── Input records
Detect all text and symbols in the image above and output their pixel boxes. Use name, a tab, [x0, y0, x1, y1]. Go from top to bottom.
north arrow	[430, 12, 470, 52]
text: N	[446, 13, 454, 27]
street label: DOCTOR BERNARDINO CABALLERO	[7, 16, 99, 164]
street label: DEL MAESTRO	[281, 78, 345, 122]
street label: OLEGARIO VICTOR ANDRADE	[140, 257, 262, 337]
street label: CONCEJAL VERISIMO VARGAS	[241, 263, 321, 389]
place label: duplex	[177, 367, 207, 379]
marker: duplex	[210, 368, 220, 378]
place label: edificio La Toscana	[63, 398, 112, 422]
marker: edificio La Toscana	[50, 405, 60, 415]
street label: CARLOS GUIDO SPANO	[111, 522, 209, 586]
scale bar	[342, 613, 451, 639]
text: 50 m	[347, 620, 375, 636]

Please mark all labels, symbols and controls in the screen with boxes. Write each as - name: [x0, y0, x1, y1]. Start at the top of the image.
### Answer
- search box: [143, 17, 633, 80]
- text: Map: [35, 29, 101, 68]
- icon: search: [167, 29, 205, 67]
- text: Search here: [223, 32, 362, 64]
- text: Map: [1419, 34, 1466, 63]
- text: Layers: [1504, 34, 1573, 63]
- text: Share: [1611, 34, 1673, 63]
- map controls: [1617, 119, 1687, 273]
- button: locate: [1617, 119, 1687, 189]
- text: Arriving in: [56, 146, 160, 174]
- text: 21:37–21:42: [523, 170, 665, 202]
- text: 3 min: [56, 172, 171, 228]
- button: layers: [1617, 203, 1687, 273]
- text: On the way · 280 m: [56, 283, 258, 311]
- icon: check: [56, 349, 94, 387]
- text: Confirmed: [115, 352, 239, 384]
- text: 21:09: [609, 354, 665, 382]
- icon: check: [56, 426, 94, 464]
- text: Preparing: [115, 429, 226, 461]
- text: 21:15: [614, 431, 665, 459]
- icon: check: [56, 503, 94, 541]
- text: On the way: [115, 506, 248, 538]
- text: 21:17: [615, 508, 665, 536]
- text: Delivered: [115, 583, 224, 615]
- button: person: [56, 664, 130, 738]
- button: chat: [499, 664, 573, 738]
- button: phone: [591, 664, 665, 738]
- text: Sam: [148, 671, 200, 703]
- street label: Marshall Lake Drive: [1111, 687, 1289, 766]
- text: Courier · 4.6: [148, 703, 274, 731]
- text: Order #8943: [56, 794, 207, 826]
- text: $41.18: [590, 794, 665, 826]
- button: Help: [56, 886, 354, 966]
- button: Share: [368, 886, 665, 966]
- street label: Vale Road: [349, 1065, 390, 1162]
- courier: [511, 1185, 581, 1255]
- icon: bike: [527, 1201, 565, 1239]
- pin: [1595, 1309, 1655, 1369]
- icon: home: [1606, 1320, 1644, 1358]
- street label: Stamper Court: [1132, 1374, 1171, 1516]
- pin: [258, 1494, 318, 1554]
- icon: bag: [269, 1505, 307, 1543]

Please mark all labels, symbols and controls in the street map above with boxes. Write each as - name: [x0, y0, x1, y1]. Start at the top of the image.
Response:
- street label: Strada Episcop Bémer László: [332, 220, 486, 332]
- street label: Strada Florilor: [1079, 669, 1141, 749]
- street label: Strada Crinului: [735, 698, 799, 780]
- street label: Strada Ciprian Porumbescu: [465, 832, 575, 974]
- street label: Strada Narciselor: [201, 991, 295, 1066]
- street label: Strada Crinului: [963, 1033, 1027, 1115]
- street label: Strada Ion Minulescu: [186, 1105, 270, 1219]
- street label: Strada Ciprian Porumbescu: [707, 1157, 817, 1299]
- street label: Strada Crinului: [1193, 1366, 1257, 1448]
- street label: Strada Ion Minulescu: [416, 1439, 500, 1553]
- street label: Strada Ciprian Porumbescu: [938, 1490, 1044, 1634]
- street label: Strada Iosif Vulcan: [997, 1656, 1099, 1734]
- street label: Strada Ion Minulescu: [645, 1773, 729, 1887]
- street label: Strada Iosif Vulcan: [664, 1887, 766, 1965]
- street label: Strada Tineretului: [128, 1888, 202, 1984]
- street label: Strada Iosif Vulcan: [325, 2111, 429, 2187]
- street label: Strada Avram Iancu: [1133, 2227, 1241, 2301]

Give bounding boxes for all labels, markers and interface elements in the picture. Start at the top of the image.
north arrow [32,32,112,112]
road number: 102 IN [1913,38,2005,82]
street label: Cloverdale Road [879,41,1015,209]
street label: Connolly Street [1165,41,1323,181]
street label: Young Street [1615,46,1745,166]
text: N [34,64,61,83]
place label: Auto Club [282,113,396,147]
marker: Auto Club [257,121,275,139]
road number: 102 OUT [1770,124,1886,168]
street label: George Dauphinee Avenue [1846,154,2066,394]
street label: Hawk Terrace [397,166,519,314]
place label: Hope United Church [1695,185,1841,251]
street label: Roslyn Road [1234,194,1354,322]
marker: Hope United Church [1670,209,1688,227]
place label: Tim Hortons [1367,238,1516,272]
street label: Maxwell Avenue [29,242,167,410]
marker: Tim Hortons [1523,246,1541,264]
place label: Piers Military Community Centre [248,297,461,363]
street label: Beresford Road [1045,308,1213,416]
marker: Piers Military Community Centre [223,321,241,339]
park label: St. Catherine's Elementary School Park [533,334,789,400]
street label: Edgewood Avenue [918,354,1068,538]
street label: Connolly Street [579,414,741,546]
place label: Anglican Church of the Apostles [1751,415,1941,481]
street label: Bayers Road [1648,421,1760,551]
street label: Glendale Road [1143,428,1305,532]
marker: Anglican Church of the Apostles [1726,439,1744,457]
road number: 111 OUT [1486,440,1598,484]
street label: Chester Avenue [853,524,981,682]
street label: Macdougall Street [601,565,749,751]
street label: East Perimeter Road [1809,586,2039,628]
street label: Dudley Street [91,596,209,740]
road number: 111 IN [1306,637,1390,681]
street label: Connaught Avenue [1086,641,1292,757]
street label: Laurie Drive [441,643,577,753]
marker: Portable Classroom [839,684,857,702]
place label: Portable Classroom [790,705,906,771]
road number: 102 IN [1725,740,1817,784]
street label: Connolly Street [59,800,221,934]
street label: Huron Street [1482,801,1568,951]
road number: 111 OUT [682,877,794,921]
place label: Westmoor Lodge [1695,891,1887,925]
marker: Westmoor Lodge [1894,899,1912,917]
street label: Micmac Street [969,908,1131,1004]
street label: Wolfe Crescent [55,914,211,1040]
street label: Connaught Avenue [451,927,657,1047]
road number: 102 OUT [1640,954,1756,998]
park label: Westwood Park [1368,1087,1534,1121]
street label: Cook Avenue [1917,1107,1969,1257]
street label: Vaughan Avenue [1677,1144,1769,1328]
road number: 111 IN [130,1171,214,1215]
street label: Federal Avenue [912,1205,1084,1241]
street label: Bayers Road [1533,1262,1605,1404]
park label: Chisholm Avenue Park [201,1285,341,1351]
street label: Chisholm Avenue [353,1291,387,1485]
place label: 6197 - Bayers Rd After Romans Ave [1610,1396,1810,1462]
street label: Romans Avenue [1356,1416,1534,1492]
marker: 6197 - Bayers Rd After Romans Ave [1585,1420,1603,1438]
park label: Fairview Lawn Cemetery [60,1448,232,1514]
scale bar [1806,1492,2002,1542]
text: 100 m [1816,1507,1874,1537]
────
__What the exercise asks__: Your answer should be each line of the data that contains the word "Avenue", copied as it stands.

__Exercise response__:
street label: George Dauphinee Avenue [1846,154,2066,394]
street label: Maxwell Avenue [29,242,167,410]
street label: Edgewood Avenue [918,354,1068,538]
street label: Chester Avenue [853,524,981,682]
street label: Connaught Avenue [1086,641,1292,757]
street label: Connaught Avenue [451,927,657,1047]
street label: Cook Avenue [1917,1107,1969,1257]
street label: Vaughan Avenue [1677,1144,1769,1328]
street label: Federal Avenue [912,1205,1084,1241]
park label: Chisholm Avenue Park [201,1285,341,1351]
street label: Chisholm Avenue [353,1291,387,1485]
street label: Romans Avenue [1356,1416,1534,1492]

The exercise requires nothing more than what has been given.